EDIT 9/25/13: Per Graham MacAree, as Ted mentions in the comments, it has been made clear that this is not what heat maps show.  Heat maps show only where players had touches during a match; they do not show where a player stood throughout the match. This changes my thinking in ways I do not have time to contemplate or elaborate on now, but will do in a post soon.

2. Misuse Of The "Key Pass" Metric

Opta defines "Key Pass" as "The final pass or pass-cum-shot leading to the recipient of the ball having an attempt at goal without scoring". Which, fine, that makes sense, right? Sure...but. What is tending to happen these days is that, now that there's a definition, there is an overabundance of weight being put on a "key pass", as if that were the single thing, the secret, the holy grail that would unlock all mysteries about How To Be Good At Being A Soccer Team.

The problem with that is, that's not the case. The main problem with "Key Pass" as a metric is the lack of weight it assigns to Key Passes - in Opta's world, a key pass is a key pass, as long as it fits the above definition it's labeled "key". But in the real world, that's clearly not the case; if a pass is delivered sideways 5 yards goalside of the midfield line, and the recipient of the pass then has a belt from 30 yards out that goes 5 yards wide of goal into row R, Opta counts that as a key pass. If a pass is delivered from five yards behind the 18 yard box to a player just entering the area who's in full flight, who then takes two strides and hammers the ball into the net past a helpless keeper, Opta counts that as a key pass. Which key pass would you rather see on a regular basis?

To be fair, Opta does provide geospatial data for all its events, so you can see where a player makes said pass and then hopefully assign a weight to passes (maybe by zone of the pitch or some other mechanism), and thus can determine how key "key" actually is; trouble is, no media outlet takes the time to pair up the key pass stat with the geospatial element to get a true picture of how key a pass really is. It is a significant, labor-intensive exercise to do this, but without it, key passes don't really tell us all that much more than "completed passes" does.

So what's my point here? It's important to make clear that I'm not suggesting abandoning Key Pass, or possession, or any other Opta stat (I am, however, strongly suggesting you abandon heat maps). What I'm hoping is that, as you read more articles that refer to these concepts and metrics, that you don't just accept them at face value. I'm hoping that you challenge them, and think about them, and maybe even evolve them and make them better.

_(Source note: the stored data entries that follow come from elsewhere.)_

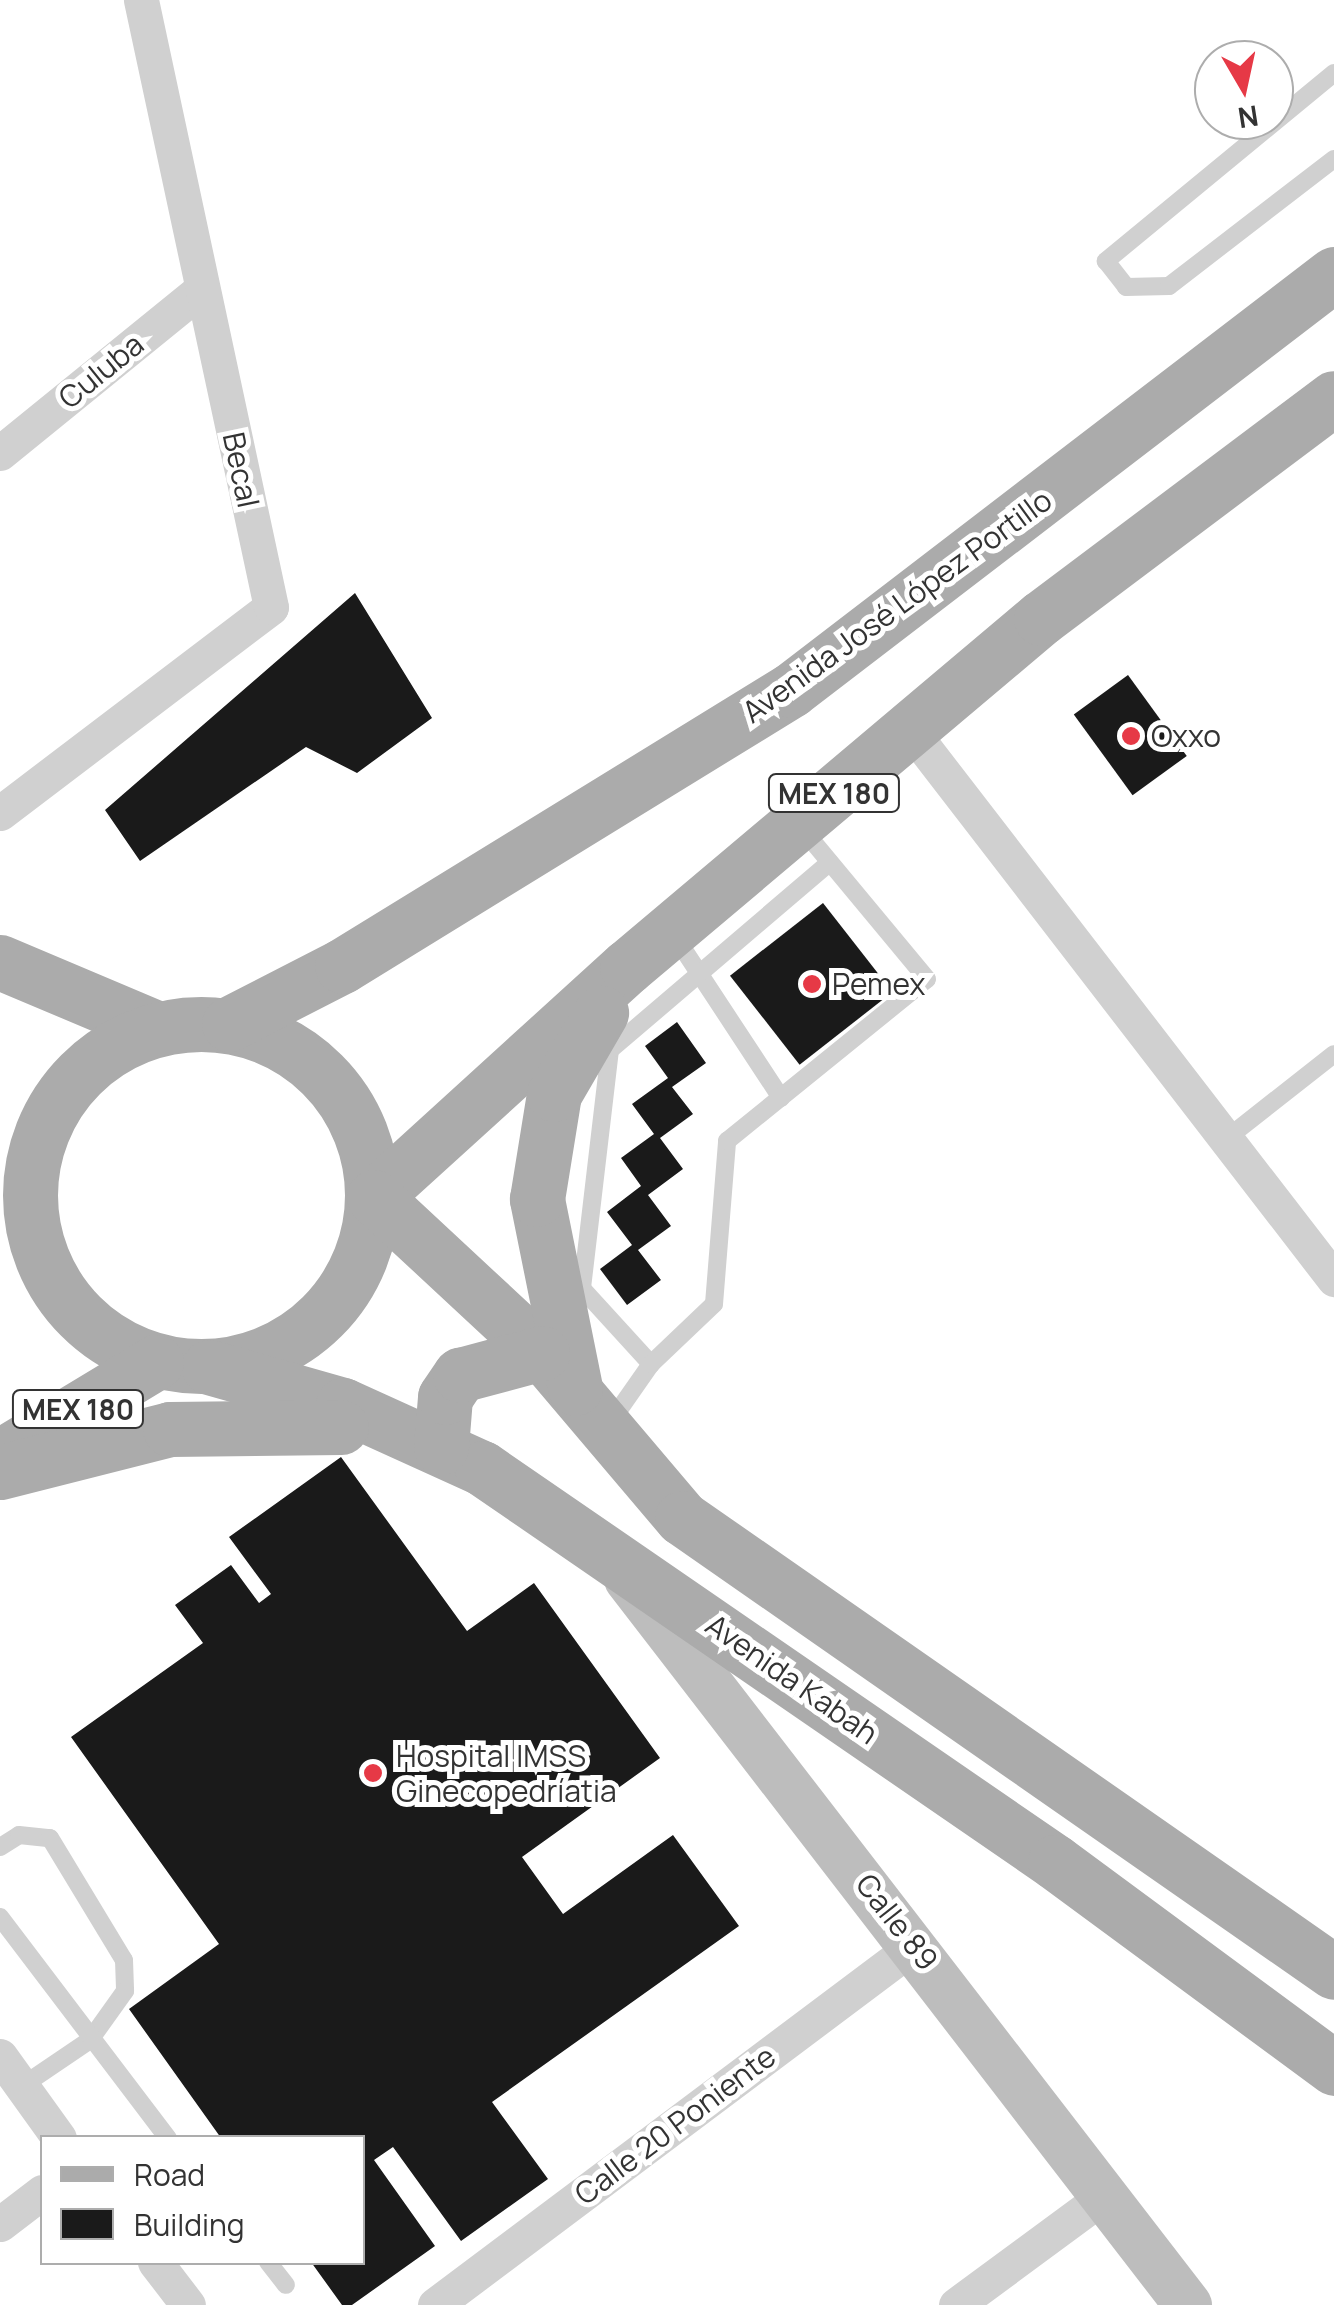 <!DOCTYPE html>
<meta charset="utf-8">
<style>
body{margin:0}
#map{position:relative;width:1334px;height:2305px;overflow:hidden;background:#fff;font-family:Manrope,sans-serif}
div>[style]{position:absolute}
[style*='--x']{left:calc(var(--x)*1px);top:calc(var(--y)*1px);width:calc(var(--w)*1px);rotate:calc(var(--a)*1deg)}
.building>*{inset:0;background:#1a1a1a;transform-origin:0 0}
.lane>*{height:18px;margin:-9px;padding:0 9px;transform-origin:9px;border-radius:9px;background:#d0d0d0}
.street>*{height:35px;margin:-17.5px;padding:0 17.5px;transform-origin:17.5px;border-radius:17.5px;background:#d0d0d0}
.secondary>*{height:48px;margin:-24px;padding:0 24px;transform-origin:24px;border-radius:24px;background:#bdbdbd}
.primary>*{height:55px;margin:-27.5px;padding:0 27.5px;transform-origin:27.5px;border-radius:27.5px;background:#ababab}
.primary>.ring{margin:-27.5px;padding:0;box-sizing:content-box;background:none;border:55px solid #ababab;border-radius:50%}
.dots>*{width:28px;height:28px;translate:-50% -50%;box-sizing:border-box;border:5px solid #fff;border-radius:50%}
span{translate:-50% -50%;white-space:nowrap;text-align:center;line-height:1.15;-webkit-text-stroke:10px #fff;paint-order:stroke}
.shield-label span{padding:2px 8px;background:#fff;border:2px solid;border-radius:8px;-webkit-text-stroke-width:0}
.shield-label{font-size:28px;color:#333;font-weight:700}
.street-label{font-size:30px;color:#333}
.poi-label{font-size:30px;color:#333}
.left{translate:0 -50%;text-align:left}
.legend{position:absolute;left:40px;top:2135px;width:325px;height:130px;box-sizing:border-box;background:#fff;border:2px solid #adadad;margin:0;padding:12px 18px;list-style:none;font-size:30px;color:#333}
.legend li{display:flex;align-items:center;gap:20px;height:50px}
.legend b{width:50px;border:2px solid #adadad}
.north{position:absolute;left:1194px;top:40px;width:100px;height:100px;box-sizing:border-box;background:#fff;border:2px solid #adadad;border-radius:50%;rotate:171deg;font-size:28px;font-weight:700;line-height:40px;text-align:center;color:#333}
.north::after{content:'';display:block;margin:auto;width:35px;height:45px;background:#e63946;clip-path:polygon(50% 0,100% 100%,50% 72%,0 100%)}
</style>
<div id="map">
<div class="building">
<div style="clip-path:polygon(355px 593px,432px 718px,357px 773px,306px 747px,140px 861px,105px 810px)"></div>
<div style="left:1128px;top:675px;width:100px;height:67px;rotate:54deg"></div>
<div style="left:823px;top:903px;width:113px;height:118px;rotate:52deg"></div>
<div style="clip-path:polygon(677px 1022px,706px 1063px,672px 1087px,693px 1114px,660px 1138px,683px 1169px,648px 1195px,671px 1226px,638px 1250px,661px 1280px,627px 1305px,600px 1269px,632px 1245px,607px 1212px,641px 1186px,621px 1158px,654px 1134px,632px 1104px,668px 1078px,645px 1046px)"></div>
<div style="clip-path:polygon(341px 1457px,467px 1631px,534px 1583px,660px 1758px,522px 1857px,563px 1914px,673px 1835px,739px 1926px,492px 2102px,548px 2179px,461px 2241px,393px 2147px,374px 2160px,435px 2246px,352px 2305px,342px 2305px,311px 2262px,362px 2262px,362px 2138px,221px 2138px,129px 2009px,219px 1944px,71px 1737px,203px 1643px,175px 1605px,231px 1565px,259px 1603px,271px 1594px,229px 1537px)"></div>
</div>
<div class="lane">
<div style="--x:1334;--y:73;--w:296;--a:140.5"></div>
<div style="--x:1106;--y:261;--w:33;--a:52"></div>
<div style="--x:1126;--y:287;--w:43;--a:-1.3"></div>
<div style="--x:1169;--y:286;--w:208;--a:-37.6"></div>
<div style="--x:674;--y:935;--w:195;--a:56.7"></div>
<div style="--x:1226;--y:1139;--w:137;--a:-38.2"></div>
<div style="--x:577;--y:1283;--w:110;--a:47.6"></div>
<div style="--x:582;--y:1288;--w:240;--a:-83.3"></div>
<div style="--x:610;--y:1050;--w:289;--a:-40.5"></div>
<div style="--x:609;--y:1424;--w:73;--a:-55"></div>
<div style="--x:651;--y:1364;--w:87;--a:-43.6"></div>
<div style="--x:714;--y:1304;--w:164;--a:-85.4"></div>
<div style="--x:727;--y:1141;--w:257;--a:-39"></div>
<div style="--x:927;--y:979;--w:199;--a:-129.7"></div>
<div style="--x:0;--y:1847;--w:22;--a:-32"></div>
<div style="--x:19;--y:1835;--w:31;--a:6"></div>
<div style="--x:50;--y:1838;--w:143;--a:58.8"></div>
<div style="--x:124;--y:1960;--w:31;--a:88"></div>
<div style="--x:125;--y:1991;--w:60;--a:125.5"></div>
<div style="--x:90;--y:2040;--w:82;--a:145.9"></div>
<div style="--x:0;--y:1917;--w:278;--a:52.8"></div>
<div style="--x:268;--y:2262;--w:29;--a:52"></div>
</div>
<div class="street">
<div style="--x:0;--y:453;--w:260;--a:-39.1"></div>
<div style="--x:909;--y:728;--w:696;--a:52.36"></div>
<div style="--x:0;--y:813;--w:340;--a:-37.2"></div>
<div style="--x:271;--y:607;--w:621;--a:-102.09"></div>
<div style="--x:0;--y:2056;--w:101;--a:54.3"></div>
<div style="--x:0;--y:2224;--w:53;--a:-37.3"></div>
<div style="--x:155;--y:2262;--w:54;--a:52.5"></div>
<div style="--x:435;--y:2305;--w:600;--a:-36.87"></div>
<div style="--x:956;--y:2305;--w:185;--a:-36.4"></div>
</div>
<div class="secondary">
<div style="--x:628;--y:1579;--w:917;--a:52.36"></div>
</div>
<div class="primary">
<div style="--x:0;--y:962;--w:169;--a:22.9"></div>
<div class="ring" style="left:30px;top:1024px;width:287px;height:287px"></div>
<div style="--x:229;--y:1024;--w:127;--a:-27.2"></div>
<div style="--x:342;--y:966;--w:527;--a:-31.58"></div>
<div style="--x:791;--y:690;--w:684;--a:-37.46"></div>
<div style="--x:374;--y:1197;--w:342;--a:-42.3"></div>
<div style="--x:627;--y:967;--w:541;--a:-40.13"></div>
<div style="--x:1041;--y:618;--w:366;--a:-36.9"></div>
<div style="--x:374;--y:1197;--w:229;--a:42.9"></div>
<div style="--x:542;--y:1353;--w:216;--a:49.7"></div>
<div style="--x:682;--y:1518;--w:794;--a:34.85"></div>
<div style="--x:209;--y:1367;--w:139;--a:15.8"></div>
<div style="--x:343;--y:1405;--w:153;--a:24.4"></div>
<div style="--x:482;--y:1468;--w:695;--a:34.51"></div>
<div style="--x:1055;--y:1862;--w:347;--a:36.4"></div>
<div style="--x:575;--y:1388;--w:193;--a:-101.4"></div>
<div style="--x:537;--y:1199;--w:106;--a:-80.8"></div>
<div style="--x:554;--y:1094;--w:94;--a:-59.9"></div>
<div style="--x:441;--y:1447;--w:50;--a:-85.4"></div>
<div style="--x:445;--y:1397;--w:27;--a:-56"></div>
<div style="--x:460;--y:1375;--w:85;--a:-15"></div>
<div style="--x:9;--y:1451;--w:172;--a:-31.2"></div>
<div style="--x:0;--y:1472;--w:175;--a:-14.2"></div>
<div style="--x:170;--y:1429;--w:171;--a:-0.7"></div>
</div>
<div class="dots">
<div style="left:1131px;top:736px;background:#e63946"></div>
<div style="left:812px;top:984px;background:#e63946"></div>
<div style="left:373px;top:1773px;background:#e63946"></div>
</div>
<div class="shield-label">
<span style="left:834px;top:793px">MEX 180</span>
<span style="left:78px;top:1409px">MEX 180</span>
</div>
<div class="street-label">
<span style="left:101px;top:371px;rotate:-39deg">Culuba</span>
<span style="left:241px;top:470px;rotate:78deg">Becal</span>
<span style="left:897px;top:606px;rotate:-36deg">Avenida José López Portillo</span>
<span style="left:792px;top:1679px;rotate:35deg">Avenida Kabah</span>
<span style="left:897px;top:1922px;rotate:52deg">Calle 89</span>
<span style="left:675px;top:2125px;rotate:-37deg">Calle 20 Poniente</span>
</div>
<div class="poi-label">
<span class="left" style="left:1151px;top:736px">Oxxo</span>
<span class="left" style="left:832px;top:984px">Pemex</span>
<span class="left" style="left:396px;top:1773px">Hospital IMSS<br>Ginecopedríatia</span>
</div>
<ul class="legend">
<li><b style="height:12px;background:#ababab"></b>Road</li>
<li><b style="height:28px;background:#1a1a1a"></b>Building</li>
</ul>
<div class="north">N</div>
</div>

I've been very public about my disdain for crowdsourcing; I think that crowdsourcing is one of the most misunderstood, misused concepts in modern discourse (spoiler alert: crowdsourcing doesn't actually mean "ask a bunch of people and you'll get the right answer in aggregate"). However, in something like trying to define and refine soccer statistics, crowdsourcing is a great idea - someone puts a metric out there like "key passes", then a whole bunch of super-smart people take the time to unpack it, figure out where it falls short, and make it better.

Soccer stats are young enough that a crowdsourcing effort can only help; I'm not arrogant enough to say "THIS IS MY CALL IN LIFE YOU SHALL GO FORTH AND STATISTICIZE THINGS", or even to use this space as a call to arms, driving the TSF army to revolutionize the game (although that'd be awesome!), because to be honest, my relationship with the ability to develop and advance the knowledge of statistics is much like a blind person's relationship with an unfamiliar space. I'm nobody's Bill James, in other words; I'm great at consuming stats and finding where they fall short, but I'm not so bueno at creating or improving them.

So, given my shortcomings in that arena, if I can do anything to call attention to where said soccer stats are lacking, and point people towards what I see as the holes in them in an effort to get people who are way smarter than me to refine these stats and make them more useful, then I will do that as much as I can.